Is the set of translations of a function compact?

Question

Let $X=BUC(\mathbb{R})$ be the Banach space of real bounded uniformly continuous functions on $\mathbb{R}$ equipped with the supremum norm. Let $f\in X$, then the subset $$\{f_a:t\mapsto f(t+a), \ \ a\in\mathbb{R} \}\subset X$$ is a bounded subset of $X$. Is it compact ?

Answer 1

Translations are usually the simplest way to construct bounded non-compact sets in function spaces. This example is no exception. Take $f=e^{-x^2}$. If the family $f_a$ had a limit point that should be the null function, as you can see by fixing a point $x$ and letting $a\to \infty$. But something is wrong, as $f_a$ cannot converge uniformly to the null function, because $\|f_a\|=1$. So the set $\{f_a\}$ is not compact.

Answer 2

Denote by $\mathcal T$ the set of translates. Define $f_a\star f_b:=f_{a+b}$: then $(\mathcal T,\star)$ is a compact topological group.
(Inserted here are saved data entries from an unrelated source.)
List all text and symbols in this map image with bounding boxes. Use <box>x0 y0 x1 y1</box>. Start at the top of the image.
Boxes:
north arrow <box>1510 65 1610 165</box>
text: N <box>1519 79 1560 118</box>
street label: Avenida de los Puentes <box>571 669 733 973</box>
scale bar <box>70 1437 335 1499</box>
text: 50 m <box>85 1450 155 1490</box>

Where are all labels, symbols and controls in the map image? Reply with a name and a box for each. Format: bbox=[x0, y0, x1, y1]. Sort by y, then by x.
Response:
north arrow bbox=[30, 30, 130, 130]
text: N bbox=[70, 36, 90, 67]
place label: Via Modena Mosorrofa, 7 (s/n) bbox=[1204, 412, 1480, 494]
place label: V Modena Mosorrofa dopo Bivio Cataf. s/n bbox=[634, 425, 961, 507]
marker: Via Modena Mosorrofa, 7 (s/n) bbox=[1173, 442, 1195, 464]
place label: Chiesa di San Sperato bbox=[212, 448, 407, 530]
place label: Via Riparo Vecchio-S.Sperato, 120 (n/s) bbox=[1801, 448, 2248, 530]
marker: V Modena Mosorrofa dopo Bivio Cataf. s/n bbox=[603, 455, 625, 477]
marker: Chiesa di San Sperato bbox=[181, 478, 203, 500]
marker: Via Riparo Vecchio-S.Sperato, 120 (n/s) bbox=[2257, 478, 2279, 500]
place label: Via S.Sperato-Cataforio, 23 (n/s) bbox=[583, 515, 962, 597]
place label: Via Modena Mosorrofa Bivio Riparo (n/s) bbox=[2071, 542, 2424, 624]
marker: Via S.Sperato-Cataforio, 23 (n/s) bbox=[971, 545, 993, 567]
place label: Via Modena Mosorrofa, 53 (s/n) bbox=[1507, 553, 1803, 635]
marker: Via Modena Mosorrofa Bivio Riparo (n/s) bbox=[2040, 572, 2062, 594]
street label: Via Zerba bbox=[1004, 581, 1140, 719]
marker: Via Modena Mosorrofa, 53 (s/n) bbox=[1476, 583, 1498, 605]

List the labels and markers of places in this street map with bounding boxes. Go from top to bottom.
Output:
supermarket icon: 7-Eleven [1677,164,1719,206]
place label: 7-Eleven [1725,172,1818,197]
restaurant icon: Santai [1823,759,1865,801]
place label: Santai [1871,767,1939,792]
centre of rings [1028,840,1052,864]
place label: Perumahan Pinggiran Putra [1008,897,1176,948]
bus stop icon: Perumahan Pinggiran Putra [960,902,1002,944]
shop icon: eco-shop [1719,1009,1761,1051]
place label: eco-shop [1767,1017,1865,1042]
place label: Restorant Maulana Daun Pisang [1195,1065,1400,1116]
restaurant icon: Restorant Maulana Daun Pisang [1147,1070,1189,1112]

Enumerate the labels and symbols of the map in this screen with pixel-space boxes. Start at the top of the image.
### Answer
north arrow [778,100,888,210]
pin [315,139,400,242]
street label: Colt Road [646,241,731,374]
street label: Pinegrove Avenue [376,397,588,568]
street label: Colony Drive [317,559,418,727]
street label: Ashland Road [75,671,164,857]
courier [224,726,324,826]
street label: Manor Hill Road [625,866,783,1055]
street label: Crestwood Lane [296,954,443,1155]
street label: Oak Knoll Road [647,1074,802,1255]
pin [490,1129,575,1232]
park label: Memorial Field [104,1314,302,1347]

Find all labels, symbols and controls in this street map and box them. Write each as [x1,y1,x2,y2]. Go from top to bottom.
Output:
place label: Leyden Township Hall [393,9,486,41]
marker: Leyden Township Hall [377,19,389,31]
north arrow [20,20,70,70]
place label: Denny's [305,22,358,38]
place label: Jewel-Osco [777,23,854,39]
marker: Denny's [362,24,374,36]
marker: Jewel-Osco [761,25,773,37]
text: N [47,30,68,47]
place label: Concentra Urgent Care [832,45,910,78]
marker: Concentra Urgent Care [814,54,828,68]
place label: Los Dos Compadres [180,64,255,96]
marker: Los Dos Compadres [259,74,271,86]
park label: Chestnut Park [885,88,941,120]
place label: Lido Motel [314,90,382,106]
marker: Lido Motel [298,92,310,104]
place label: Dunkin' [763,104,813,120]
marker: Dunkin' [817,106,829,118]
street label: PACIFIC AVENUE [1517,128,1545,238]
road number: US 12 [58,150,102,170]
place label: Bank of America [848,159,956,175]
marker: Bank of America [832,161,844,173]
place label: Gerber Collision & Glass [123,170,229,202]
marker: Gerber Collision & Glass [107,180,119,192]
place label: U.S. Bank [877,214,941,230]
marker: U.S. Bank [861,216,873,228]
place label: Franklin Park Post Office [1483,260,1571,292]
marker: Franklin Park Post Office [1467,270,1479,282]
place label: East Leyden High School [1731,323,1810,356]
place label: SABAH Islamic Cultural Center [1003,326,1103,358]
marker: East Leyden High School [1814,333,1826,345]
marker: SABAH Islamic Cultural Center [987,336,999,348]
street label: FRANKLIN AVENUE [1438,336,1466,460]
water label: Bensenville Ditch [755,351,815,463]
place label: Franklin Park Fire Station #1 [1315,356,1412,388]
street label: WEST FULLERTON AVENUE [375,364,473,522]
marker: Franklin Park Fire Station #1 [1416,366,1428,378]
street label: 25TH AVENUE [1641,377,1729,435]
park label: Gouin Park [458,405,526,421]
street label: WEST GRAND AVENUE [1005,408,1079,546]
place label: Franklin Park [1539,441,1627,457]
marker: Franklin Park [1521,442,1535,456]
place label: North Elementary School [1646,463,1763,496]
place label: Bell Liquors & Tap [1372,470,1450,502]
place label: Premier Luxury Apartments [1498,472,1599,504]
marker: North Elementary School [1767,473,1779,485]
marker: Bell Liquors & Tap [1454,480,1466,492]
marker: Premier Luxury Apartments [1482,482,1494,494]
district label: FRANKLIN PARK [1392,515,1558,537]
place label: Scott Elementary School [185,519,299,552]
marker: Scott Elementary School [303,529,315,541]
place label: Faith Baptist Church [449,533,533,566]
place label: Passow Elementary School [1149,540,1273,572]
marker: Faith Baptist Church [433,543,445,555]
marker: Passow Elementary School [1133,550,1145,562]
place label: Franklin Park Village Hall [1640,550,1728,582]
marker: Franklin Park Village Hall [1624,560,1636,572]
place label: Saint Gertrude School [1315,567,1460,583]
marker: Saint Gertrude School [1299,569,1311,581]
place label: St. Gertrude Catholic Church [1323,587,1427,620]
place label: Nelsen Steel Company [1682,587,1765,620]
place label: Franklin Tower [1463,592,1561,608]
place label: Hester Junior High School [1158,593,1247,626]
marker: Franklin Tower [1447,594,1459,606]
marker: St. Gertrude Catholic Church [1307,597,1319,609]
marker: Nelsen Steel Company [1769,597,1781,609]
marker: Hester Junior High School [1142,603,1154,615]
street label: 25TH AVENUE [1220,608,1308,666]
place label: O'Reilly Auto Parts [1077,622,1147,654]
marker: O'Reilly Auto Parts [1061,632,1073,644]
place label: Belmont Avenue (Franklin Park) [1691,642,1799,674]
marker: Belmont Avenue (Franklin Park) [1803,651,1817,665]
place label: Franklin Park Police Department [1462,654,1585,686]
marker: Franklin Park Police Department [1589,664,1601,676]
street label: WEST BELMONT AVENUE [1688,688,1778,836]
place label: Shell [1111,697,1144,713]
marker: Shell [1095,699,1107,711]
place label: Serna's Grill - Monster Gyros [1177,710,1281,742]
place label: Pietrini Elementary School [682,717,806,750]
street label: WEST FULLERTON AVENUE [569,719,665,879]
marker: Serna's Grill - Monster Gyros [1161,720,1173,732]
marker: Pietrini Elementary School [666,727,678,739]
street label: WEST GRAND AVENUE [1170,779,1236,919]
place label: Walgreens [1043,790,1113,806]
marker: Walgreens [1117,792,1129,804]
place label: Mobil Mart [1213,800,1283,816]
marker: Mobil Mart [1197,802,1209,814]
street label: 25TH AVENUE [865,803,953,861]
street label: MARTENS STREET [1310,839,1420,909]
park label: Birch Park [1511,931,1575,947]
The map $\Psi\colon a\mapsto f_a$ is a continuous bijective morphism and we deduce that $f$ is periodic.

If we merely assume that $\mathcal T$ has a compact closure, then $f$ is almost periodic: it can be approximated for the uniform norm by linear combinations of functions of the form $t\mapsto e^{i\lambda t}$, $\lambda\in\mathbb R$.